Any normative reference would be more appreciated. I don't think it's a good
idea to base the validator's behavior on a message in a w3c mailing-list.

> The fact that the validator ignores this means that documents that don't comply
> to appendix C of XHTML 1.0 are being marked as valid when in fact they aren't
> conformant and won't be handled correctly.

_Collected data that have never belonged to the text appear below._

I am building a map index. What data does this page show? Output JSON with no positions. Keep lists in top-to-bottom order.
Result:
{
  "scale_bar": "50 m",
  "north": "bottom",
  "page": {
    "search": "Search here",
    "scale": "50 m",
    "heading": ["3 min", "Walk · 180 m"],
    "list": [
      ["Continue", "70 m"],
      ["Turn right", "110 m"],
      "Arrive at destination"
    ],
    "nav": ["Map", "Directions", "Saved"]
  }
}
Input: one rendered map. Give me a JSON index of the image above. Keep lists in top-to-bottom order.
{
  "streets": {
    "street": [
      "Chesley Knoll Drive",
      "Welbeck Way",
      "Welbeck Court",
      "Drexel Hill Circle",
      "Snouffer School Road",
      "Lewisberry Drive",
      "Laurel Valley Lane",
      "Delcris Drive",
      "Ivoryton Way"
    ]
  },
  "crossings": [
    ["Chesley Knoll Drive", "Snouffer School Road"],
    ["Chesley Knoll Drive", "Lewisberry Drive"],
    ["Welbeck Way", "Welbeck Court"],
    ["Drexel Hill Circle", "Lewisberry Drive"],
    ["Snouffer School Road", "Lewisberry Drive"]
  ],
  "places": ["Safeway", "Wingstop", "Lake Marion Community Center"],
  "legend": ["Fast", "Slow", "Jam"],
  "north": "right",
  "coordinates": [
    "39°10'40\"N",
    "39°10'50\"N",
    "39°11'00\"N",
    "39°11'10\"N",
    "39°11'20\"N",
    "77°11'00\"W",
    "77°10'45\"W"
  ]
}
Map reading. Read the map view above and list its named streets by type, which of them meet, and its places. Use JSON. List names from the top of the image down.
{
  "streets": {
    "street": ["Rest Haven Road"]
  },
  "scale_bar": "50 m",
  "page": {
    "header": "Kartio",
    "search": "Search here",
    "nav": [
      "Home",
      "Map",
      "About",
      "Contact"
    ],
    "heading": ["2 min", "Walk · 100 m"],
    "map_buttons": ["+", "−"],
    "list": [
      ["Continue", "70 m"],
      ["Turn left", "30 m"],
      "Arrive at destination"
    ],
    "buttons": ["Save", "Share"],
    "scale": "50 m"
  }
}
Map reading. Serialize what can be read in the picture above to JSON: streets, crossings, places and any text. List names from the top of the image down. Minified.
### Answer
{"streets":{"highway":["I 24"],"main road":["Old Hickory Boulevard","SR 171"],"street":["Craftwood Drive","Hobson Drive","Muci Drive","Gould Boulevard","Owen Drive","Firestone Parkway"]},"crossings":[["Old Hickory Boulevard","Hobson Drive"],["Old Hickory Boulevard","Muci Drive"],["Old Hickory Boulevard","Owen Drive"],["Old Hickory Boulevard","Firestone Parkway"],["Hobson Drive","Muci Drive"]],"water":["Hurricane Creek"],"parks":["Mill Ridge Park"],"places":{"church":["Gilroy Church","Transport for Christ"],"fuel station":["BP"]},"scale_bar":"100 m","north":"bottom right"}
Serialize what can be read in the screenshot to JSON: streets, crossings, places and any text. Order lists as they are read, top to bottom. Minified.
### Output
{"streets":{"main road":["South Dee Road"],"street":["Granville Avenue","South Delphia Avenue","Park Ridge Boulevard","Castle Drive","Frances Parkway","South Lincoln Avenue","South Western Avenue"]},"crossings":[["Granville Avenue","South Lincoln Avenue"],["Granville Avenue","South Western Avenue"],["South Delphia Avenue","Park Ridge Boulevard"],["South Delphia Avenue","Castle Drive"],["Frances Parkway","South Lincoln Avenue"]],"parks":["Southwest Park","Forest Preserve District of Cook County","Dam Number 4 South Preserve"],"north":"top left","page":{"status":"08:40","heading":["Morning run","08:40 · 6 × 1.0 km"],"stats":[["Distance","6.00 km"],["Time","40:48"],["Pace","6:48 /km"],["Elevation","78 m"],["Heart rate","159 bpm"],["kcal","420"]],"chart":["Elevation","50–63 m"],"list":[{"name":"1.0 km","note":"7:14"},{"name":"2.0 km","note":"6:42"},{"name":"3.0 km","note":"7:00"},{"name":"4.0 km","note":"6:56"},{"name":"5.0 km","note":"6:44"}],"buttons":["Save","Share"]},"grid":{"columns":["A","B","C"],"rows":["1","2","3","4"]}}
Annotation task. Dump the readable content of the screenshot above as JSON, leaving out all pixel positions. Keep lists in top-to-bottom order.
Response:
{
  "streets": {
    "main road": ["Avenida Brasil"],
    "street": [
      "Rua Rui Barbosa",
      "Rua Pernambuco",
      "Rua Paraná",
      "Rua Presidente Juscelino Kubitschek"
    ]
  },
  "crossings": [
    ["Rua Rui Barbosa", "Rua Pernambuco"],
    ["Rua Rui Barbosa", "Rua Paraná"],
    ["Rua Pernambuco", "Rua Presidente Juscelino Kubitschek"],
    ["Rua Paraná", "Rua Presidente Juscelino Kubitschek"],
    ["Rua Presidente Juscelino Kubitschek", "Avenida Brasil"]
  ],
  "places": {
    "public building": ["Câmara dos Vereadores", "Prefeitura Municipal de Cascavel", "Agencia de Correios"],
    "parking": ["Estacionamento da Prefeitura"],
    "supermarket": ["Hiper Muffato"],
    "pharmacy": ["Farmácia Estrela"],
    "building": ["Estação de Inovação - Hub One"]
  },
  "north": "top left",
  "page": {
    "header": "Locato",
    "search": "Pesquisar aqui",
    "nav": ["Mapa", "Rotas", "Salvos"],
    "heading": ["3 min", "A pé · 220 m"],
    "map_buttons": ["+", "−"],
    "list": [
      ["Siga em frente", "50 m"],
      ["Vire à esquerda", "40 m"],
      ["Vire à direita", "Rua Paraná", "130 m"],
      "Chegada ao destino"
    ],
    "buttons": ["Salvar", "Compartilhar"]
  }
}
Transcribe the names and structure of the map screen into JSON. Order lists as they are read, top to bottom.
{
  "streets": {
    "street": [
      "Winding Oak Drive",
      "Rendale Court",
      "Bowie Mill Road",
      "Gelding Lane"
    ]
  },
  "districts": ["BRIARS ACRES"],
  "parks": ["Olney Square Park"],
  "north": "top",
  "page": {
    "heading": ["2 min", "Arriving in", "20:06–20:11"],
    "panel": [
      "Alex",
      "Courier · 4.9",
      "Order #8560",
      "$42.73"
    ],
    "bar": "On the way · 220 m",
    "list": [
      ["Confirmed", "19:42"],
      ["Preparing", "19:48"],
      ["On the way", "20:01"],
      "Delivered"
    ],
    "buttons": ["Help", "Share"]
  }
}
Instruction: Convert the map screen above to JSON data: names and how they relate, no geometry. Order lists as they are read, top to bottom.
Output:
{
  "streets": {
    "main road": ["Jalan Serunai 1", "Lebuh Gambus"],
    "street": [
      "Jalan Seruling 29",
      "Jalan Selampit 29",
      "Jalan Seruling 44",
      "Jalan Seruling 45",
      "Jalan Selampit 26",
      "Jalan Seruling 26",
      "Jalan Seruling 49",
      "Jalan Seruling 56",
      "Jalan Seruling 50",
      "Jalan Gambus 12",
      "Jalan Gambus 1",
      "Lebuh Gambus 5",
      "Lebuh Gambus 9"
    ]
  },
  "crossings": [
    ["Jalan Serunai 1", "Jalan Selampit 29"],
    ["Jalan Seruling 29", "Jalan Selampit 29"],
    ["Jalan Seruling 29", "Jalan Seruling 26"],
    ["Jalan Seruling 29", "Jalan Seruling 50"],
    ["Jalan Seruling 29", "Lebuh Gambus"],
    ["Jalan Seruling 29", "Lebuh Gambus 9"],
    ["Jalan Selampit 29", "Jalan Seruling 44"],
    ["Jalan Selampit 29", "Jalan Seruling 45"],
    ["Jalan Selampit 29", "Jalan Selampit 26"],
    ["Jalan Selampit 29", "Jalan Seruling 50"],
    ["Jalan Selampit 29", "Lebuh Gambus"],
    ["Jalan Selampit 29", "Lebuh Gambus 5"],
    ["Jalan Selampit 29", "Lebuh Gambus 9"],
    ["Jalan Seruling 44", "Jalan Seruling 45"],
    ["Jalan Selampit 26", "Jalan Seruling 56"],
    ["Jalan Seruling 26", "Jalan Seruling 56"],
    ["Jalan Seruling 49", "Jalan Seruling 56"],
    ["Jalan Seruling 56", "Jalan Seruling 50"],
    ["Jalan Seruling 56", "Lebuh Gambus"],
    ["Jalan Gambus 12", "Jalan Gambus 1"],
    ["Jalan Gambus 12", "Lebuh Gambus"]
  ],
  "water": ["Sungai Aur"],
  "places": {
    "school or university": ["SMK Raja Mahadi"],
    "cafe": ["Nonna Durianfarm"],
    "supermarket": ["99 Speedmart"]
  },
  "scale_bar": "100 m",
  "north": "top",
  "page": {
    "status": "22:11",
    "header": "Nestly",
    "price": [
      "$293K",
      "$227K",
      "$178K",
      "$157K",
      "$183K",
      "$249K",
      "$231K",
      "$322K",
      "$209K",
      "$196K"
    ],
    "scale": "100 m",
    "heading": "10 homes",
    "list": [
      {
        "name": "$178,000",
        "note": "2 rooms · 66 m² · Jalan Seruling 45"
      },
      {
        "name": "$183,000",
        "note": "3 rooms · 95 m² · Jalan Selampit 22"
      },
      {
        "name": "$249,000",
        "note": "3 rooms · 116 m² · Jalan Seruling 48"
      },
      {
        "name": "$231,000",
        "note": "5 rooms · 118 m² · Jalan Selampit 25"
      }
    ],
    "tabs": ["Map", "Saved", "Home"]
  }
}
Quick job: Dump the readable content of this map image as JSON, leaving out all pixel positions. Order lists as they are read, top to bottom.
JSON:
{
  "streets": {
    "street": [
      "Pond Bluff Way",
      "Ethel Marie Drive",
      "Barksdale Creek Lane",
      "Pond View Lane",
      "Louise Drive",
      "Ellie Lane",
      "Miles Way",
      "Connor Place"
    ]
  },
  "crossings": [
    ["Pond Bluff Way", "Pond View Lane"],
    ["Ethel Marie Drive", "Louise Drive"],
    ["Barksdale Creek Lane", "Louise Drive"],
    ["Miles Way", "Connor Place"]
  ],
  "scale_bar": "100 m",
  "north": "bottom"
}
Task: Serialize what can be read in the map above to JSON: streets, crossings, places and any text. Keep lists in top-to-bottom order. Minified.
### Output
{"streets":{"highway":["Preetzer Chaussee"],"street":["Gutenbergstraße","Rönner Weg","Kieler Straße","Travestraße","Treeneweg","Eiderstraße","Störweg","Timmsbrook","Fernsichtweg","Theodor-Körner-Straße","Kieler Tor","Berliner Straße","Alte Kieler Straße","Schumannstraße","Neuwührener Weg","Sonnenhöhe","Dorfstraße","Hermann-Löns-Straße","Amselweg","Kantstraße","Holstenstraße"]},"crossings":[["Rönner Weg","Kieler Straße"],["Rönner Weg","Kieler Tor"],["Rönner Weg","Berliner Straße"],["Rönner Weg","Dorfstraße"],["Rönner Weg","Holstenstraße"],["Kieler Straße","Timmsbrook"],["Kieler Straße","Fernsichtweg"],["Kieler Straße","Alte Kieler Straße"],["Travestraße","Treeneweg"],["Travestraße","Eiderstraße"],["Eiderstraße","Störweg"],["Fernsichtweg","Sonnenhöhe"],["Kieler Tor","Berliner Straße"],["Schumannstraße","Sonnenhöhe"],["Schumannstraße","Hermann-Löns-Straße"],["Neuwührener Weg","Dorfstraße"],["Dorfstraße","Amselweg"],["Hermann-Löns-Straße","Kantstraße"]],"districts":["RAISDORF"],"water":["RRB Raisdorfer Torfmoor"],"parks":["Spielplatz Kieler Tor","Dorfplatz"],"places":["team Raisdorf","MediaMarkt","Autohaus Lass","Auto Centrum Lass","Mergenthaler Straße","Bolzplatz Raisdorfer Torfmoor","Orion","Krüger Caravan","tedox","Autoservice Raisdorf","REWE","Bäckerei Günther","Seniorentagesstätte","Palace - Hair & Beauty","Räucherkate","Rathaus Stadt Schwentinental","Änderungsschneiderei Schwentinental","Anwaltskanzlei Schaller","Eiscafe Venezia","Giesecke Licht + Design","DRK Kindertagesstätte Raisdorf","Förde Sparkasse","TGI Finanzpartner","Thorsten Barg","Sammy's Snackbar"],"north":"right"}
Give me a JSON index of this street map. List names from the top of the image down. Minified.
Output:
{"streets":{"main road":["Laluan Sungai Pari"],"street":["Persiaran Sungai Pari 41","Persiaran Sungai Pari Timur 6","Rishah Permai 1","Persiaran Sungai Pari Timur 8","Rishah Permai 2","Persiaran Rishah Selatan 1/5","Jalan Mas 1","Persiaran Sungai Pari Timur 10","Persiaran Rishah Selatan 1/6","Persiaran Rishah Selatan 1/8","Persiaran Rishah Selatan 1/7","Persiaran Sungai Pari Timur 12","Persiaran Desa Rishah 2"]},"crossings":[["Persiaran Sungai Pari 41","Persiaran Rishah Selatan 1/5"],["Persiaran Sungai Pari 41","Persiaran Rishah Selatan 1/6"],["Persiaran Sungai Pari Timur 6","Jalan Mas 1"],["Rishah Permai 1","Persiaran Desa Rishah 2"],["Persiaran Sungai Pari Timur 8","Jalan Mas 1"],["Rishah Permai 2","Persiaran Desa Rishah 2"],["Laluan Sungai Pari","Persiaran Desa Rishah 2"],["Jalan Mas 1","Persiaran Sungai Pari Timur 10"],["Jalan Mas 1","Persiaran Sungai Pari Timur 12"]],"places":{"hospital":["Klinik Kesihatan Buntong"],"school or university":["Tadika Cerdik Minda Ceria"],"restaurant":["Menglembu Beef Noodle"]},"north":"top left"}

Notwithstanding the fact that, last I checked, the appendix C of XHTML 1.0 was
an informative set of guidelines, checking documents against these guidelines
is the work of a full checker (beyond conformance), and that's what is being
developed at this point in time. The "unicorn" [1][2] project has a plug-in
checking appendix C rules.

> I would like to see the validator reject any XHTML-sent-as-text/html as being of
> the wrong MIME type.

I do not see a direct link between the rest of your comment and the conclusion
that XHTML-sent-as-text/html should be plain and simply rejected. Are you
suggesting that it should "be treated as HTML", "checked against appendix C
rules", or "rejected". Please precise your request.

One additional possibility I see would be to add a warning to the validator
output whenever XHTML 1.0 is found served as text/html, and even that is
arguable, as I don't think this is compatible with section 5.1 of the XHTML 1.0
specification - http://www.w3.org/TR/xhtml1/#media (I admit being confused by
why the normative section 5.1 of the spec seems to refer to the informative
appendix C, but that may just be me misunderstanding the specification).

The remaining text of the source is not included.